Task description ▸
Return all lines of the data in which the string "shadow" occurs.

Material provided ▸
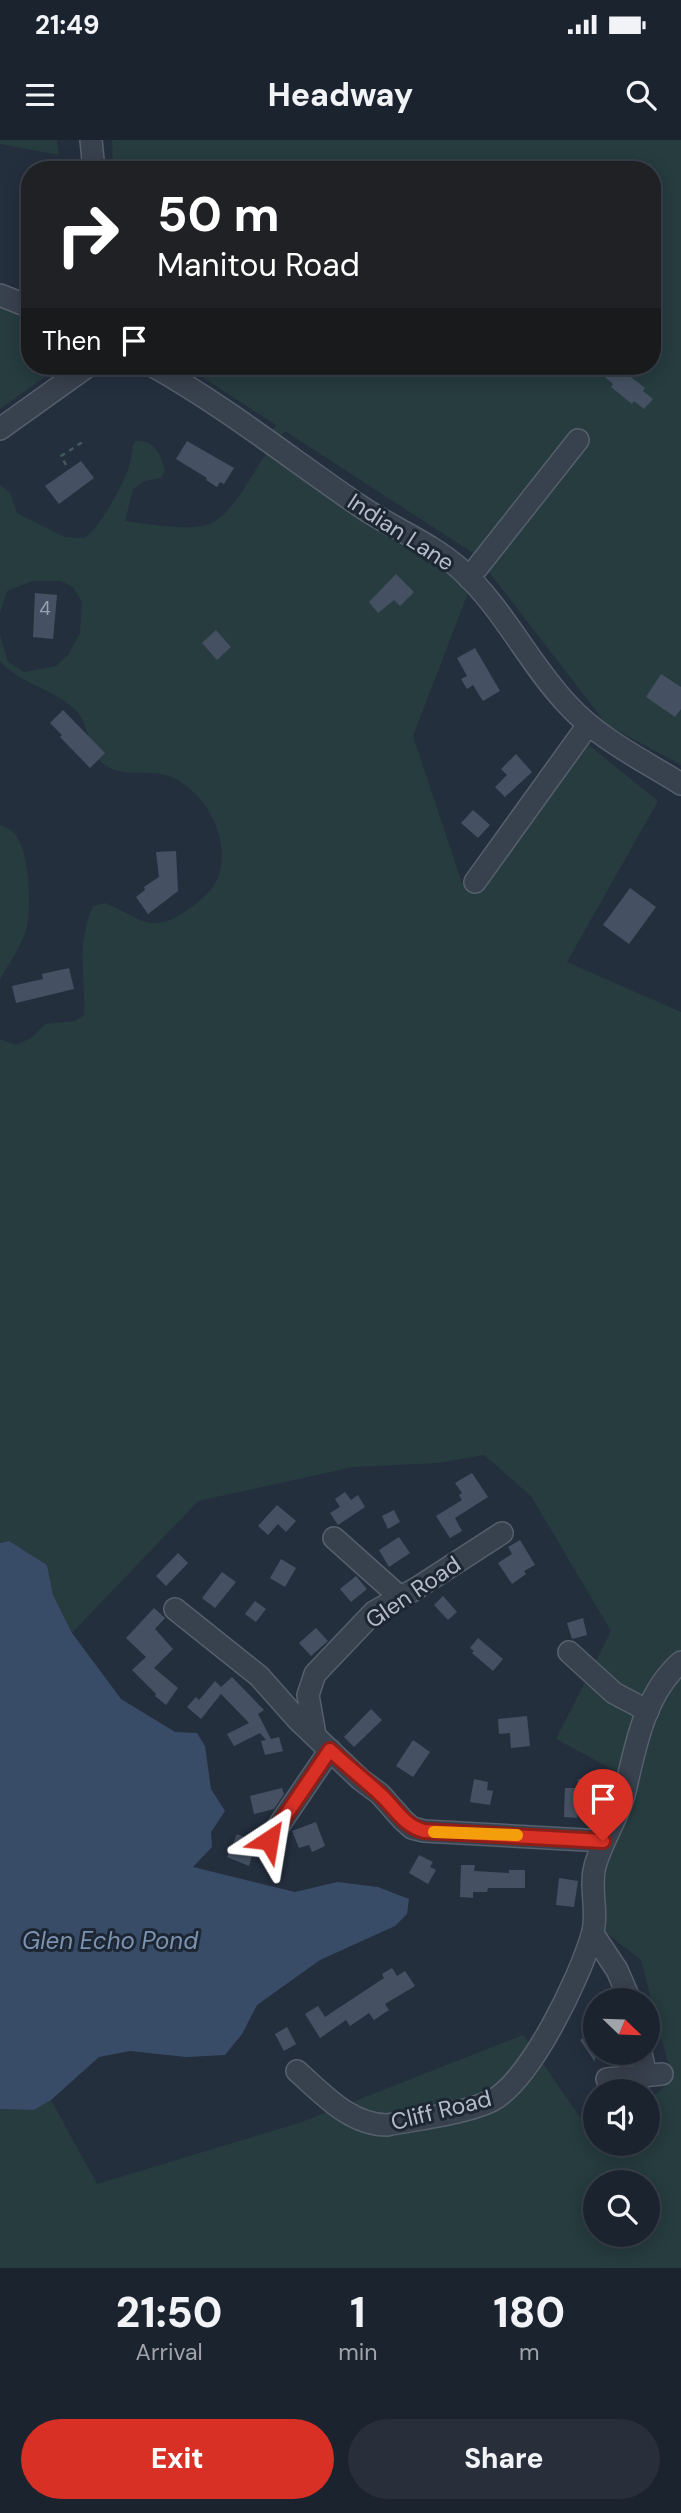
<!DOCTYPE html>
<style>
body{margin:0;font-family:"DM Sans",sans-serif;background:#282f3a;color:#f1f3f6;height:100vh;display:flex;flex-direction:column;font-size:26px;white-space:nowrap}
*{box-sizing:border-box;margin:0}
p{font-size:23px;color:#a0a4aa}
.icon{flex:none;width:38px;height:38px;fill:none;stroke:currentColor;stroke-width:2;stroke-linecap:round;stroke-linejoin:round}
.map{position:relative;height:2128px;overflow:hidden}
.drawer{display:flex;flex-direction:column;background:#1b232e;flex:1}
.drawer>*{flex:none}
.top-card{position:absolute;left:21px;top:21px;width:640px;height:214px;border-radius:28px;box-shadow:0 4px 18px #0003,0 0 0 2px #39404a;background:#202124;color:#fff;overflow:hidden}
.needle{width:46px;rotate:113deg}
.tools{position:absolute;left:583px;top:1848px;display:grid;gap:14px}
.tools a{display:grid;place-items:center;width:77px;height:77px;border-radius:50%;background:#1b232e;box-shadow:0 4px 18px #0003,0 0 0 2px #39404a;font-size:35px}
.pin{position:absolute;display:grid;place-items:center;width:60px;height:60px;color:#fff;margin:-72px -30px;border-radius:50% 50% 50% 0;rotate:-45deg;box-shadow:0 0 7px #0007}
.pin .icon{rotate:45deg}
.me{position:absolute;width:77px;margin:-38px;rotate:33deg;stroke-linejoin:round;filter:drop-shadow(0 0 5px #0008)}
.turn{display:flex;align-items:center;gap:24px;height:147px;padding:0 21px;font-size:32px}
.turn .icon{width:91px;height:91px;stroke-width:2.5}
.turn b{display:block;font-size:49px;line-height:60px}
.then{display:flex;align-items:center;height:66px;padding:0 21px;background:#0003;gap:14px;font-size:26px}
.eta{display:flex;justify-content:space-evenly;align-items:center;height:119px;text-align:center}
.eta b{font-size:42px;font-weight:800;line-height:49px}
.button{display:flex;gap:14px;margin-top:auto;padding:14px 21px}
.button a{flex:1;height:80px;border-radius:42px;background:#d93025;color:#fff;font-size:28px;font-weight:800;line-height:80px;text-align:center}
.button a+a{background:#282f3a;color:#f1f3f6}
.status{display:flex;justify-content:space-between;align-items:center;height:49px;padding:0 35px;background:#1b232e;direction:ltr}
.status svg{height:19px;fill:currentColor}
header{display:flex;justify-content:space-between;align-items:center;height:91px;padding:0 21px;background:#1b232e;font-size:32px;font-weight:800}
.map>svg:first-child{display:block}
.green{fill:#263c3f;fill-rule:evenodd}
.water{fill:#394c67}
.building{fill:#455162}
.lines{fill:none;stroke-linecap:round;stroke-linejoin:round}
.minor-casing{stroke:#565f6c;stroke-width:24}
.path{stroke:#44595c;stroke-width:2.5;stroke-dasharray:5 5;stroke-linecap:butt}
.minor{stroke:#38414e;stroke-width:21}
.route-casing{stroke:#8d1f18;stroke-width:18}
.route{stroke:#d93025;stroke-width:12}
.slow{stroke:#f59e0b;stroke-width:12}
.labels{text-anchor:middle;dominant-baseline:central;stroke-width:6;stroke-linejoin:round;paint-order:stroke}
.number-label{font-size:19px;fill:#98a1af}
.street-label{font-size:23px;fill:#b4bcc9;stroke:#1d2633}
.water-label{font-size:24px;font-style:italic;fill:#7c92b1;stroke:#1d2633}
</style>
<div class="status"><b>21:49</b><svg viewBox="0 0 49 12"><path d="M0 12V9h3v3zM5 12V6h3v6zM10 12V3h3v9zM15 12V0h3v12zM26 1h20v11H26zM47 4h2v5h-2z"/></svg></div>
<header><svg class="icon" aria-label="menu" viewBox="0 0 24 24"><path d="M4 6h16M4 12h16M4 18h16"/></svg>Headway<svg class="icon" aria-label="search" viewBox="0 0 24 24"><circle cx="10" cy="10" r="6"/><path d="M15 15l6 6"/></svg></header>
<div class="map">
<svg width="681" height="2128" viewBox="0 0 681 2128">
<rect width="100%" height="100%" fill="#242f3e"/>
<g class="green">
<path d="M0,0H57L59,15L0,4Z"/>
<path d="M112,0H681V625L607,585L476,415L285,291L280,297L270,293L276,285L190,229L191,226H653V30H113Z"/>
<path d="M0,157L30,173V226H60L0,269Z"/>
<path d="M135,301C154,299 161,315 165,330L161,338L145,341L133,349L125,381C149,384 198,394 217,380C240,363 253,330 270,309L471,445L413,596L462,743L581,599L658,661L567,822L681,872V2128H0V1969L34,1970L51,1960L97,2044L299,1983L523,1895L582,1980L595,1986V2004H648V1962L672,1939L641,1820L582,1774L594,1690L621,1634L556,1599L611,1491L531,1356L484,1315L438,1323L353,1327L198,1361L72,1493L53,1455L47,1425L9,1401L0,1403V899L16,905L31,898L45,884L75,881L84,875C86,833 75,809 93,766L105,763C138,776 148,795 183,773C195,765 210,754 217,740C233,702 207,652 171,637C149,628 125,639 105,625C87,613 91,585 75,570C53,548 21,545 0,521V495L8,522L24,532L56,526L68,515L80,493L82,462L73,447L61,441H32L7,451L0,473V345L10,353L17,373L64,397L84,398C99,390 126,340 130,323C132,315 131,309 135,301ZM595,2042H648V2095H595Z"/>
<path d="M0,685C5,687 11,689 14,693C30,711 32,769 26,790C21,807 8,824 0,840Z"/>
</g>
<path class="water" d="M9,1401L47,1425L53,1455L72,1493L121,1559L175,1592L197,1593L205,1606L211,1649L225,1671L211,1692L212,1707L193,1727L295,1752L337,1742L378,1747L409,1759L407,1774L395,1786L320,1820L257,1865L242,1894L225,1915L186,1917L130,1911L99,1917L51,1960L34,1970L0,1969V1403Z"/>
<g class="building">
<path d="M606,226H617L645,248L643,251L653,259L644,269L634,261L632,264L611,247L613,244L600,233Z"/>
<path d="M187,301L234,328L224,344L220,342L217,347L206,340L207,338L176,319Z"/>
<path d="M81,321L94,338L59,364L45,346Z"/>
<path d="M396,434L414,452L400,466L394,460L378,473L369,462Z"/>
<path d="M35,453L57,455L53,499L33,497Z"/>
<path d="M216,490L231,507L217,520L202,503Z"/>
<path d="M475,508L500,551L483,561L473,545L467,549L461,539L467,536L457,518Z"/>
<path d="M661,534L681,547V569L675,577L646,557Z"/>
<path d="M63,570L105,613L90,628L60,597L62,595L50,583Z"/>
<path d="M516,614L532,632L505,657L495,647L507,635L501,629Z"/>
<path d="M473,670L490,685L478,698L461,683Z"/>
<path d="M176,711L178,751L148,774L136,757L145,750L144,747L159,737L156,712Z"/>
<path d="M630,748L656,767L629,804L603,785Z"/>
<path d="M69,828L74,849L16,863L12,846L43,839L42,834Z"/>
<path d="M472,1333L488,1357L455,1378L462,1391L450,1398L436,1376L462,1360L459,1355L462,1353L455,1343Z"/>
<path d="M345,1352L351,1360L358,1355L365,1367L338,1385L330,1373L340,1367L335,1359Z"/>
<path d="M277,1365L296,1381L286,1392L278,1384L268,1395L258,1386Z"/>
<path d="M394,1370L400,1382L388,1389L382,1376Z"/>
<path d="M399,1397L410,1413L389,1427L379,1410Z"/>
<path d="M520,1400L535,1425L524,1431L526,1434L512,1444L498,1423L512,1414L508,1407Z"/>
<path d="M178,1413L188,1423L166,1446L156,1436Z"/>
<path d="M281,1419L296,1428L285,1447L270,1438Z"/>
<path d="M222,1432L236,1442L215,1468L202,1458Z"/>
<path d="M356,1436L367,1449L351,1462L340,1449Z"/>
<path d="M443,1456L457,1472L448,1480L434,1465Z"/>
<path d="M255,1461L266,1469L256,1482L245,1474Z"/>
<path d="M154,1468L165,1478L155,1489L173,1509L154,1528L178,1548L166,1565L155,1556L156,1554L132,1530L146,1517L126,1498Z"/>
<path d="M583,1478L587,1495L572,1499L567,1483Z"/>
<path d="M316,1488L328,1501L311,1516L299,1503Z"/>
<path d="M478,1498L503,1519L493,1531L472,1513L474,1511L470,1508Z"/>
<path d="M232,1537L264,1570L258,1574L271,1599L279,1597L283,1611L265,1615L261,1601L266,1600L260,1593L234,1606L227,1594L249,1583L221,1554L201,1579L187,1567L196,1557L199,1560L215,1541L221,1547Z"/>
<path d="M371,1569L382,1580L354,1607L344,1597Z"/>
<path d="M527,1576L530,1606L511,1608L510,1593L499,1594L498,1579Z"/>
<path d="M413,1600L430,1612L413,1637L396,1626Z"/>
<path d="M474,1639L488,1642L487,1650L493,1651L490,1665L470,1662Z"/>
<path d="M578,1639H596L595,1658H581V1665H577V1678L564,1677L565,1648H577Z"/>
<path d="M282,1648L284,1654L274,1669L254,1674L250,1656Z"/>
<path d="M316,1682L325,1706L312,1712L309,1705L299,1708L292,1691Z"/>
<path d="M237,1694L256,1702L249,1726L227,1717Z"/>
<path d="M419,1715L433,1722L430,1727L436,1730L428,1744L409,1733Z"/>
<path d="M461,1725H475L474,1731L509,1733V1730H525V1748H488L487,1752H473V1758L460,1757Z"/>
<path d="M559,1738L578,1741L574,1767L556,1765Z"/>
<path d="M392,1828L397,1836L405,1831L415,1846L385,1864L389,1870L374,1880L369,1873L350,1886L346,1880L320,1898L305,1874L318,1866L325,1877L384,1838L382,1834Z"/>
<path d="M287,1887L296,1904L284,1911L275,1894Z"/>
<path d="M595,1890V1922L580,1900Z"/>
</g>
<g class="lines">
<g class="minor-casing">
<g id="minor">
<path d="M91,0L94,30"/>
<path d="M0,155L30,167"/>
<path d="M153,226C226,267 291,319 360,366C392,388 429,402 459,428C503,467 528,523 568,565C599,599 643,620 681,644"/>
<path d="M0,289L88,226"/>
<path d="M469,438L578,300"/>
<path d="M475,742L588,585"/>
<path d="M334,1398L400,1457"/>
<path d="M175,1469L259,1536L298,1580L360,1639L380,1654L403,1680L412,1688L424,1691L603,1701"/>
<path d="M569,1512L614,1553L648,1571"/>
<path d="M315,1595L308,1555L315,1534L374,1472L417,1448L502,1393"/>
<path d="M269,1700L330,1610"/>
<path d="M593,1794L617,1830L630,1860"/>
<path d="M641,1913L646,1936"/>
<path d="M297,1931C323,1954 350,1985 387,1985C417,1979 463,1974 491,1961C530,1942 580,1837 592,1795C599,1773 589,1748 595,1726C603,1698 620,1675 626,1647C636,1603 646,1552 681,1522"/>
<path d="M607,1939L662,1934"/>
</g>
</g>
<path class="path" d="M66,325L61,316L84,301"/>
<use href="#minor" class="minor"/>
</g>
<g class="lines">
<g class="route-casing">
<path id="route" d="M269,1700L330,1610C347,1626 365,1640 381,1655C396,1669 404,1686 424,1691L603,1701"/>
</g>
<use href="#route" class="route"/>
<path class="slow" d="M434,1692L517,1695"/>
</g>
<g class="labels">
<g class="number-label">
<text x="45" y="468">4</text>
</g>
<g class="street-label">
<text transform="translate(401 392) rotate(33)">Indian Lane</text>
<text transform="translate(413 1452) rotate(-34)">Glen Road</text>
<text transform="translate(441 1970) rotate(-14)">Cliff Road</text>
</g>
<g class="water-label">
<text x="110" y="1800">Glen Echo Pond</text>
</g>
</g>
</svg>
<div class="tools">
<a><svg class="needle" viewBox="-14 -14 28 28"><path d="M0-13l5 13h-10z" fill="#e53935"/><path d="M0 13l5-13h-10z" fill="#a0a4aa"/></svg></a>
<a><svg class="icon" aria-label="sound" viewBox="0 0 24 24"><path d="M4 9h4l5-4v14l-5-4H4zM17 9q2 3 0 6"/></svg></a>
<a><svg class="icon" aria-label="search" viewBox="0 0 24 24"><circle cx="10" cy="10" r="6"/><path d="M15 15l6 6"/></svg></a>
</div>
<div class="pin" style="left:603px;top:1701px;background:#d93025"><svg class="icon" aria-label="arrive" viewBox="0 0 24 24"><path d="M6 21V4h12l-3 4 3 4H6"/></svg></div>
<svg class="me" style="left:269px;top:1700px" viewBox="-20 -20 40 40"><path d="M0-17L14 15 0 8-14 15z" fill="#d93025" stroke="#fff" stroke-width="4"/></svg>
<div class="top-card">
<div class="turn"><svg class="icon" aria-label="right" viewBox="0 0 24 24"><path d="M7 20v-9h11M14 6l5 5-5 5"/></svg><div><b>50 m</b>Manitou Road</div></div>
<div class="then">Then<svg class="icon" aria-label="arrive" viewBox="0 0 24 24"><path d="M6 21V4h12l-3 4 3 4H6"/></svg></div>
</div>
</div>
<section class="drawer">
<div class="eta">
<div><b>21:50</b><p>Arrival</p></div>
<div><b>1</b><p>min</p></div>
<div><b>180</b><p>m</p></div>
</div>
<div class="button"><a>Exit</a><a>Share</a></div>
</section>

Your solution ▸
.top-card{position:absolute;left:21px;top:21px;width:640px;height:214px;border-radius:28px;box-shadow:0 4px 18px #0003,0 0 0 2px #39404a;background:#202124;color:#fff;overflow:hidden}
.tools a{display:grid;place-items:center;width:77px;height:77px;border-radius:50%;background:#1b232e;box-shadow:0 4px 18px #0003,0 0 0 2px #39404a;font-size:35px}
.pin{position:absolute;display:grid;place-items:center;width:60px;height:60px;color:#fff;margin:-72px -30px;border-radius:50% 50% 50% 0;rotate:-45deg;box-shadow:0 0 7px #0007}
.me{position:absolute;width:77px;margin:-38px;rotate:33deg;stroke-linejoin:round;filter:drop-shadow(0 0 5px #0008)}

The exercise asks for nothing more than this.